[Start of section]
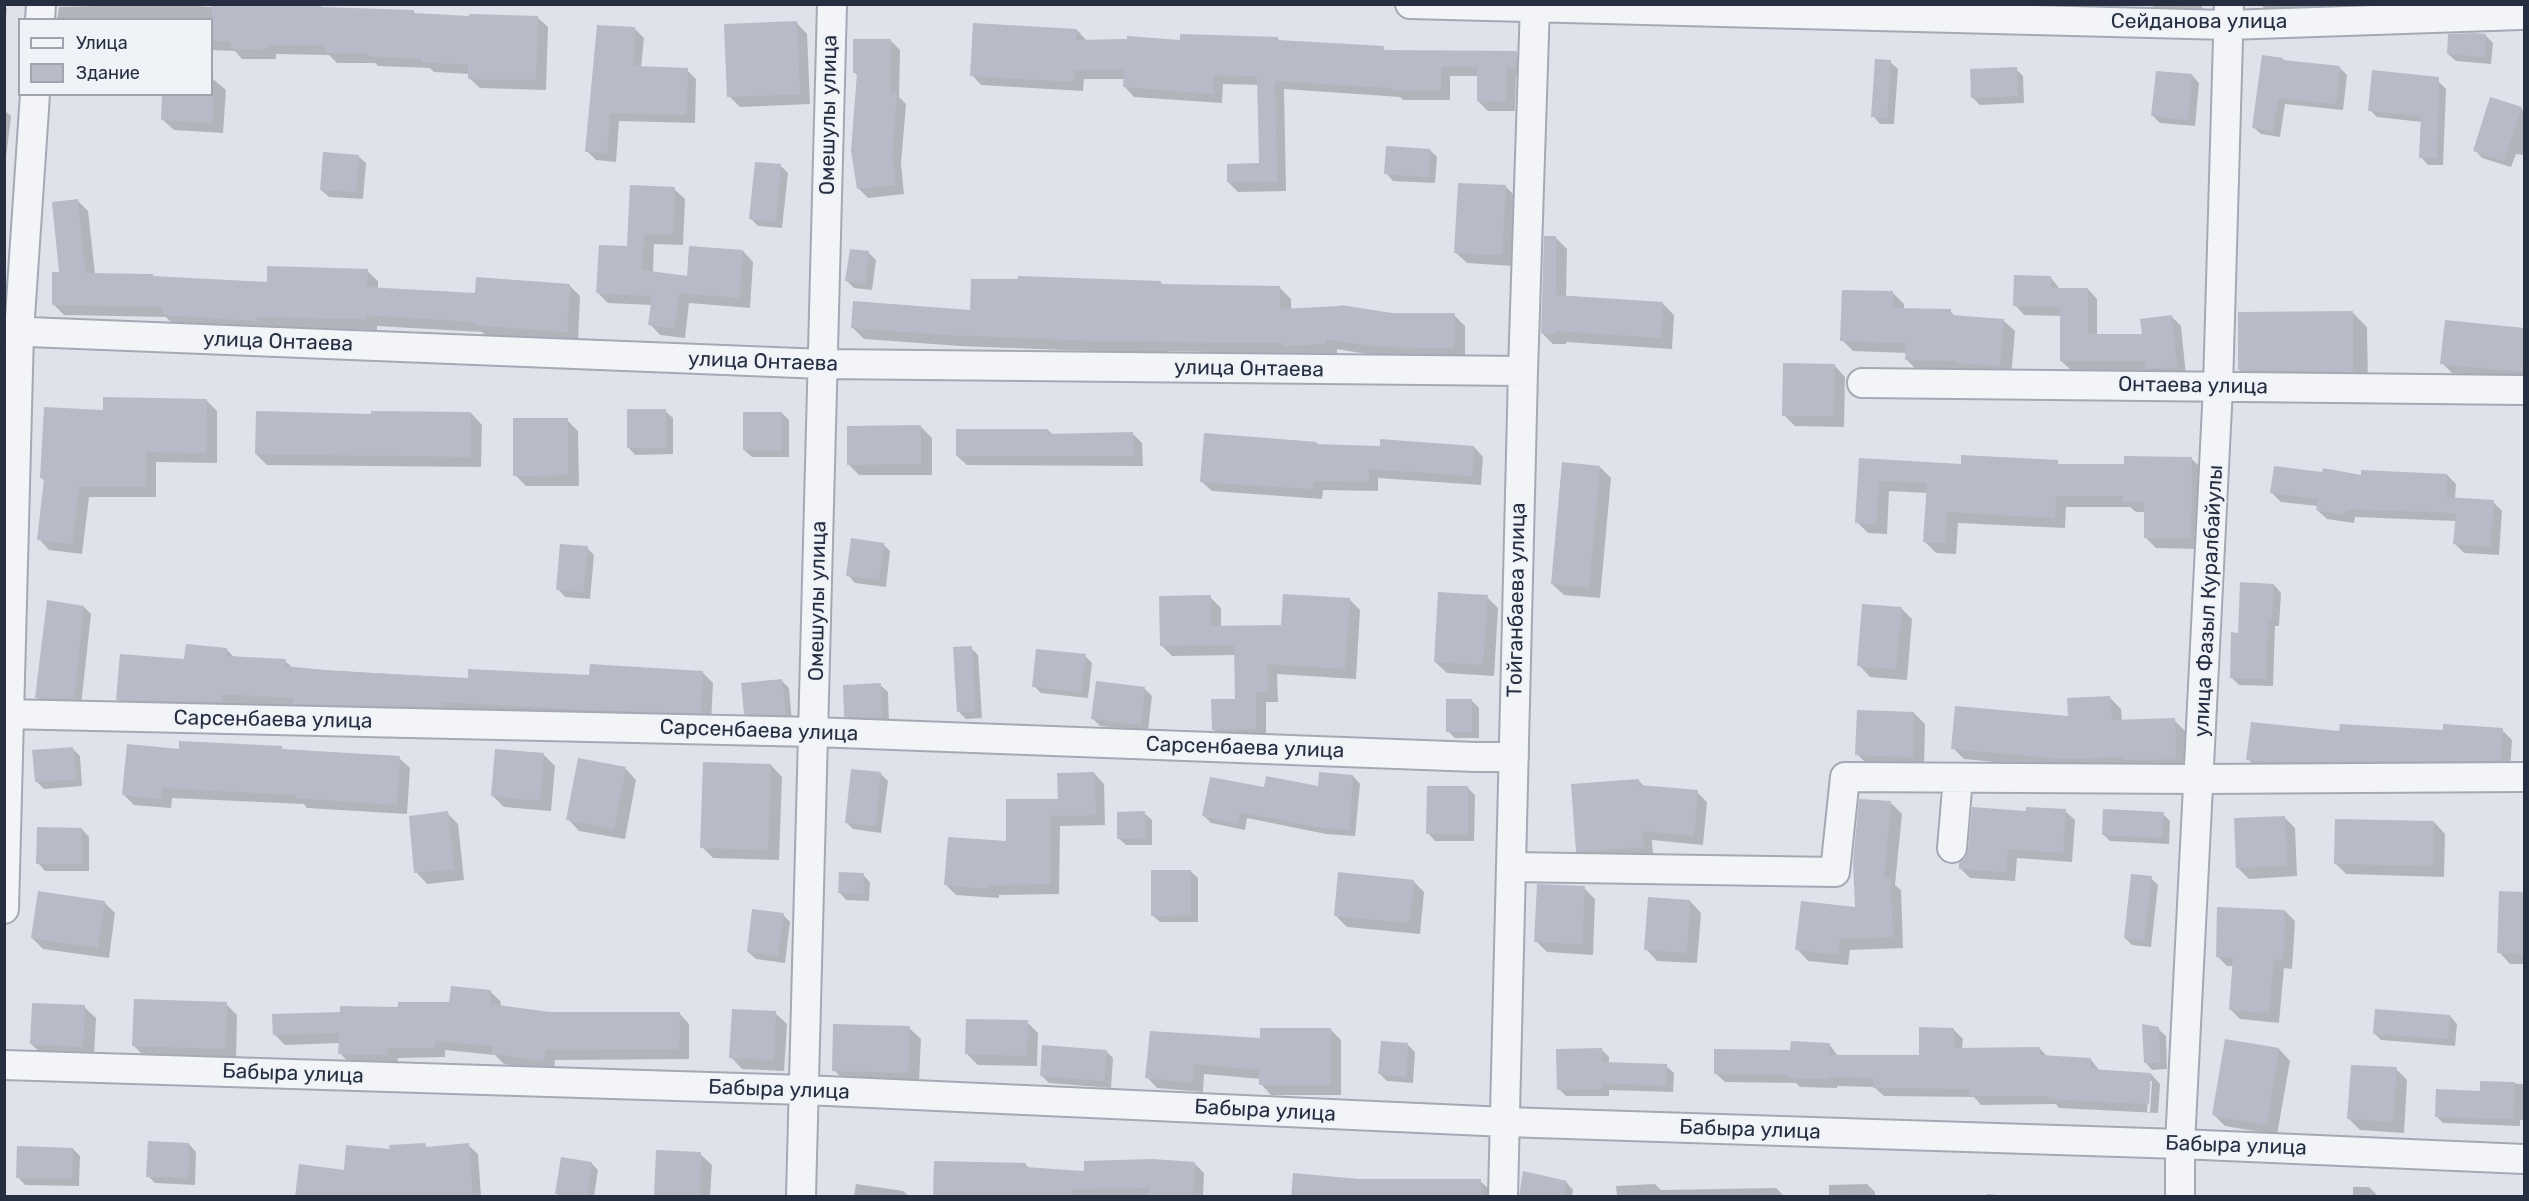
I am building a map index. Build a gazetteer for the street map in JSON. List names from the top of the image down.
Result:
{
  "streets": {
    "street": [
      "Сейданова улица",
      "Омешулы улица",
      "улица Онтаева",
      "Онтаева улица",
      "Тойганбаева улица",
      "улица Фазыл Куралбайулы",
      "Сарсенбаева улица",
      "Бабыра улица"
    ]
  },
  "crossings": [
    ["Сейданова улица", "Тойганбаева улица"],
    ["Сейданова улица", "улица Фазыл Куралбайулы"],
    ["Омешулы улица", "улица Онтаева"],
    ["Омешулы улица", "Сарсенбаева улица"],
    ["Омешулы улица", "Бабыра улица"],
    ["улица Онтаева", "Тойганбаева улица"],
    ["Онтаева улица", "улица Фазыл Куралбайулы"],
    ["Тойганбаева улица", "Сарсенбаева улица"],
    ["Тойганбаева улица", "Бабыра улица"],
    ["улица Фазыл Куралбайулы", "Бабыра улица"]
  ],
  "legend": ["Улица", "Здание"]
}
[End of section]
#### [Your task]
Set the data above down again exactly as given, with no pictures.

#### [Worked solution]
I am building a map index. Build a gazetteer for the street map in JSON. List names from the top of the image down.
Result:
{
  "streets": {
    "street": [
      "Сейданова улица",
      "Омешулы улица",
      "улица Онтаева",
      "Онтаева улица",
      "Тойганбаева улица",
      "улица Фазыл Куралбайулы",
      "Сарсенбаева улица",
      "Бабыра улица"
    ]
  },
  "crossings": [
    ["Сейданова улица", "Тойганбаева улица"],
    ["Сейданова улица", "улица Фазыл Куралбайулы"],
    ["Омешулы улица", "улица Онтаева"],
    ["Омешулы улица", "Сарсенбаева улица"],
    ["Омешулы улица", "Бабыра улица"],
    ["улица Онтаева", "Тойганбаева улица"],
    ["Онтаева улица", "улица Фазыл Куралбайулы"],
    ["Тойганбаева улица", "Сарсенбаева улица"],
    ["Тойганбаева улица", "Бабыра улица"],
    ["улица Фазыл Куралбайулы", "Бабыра улица"]
  ],
  "legend": ["Улица", "Здание"]
}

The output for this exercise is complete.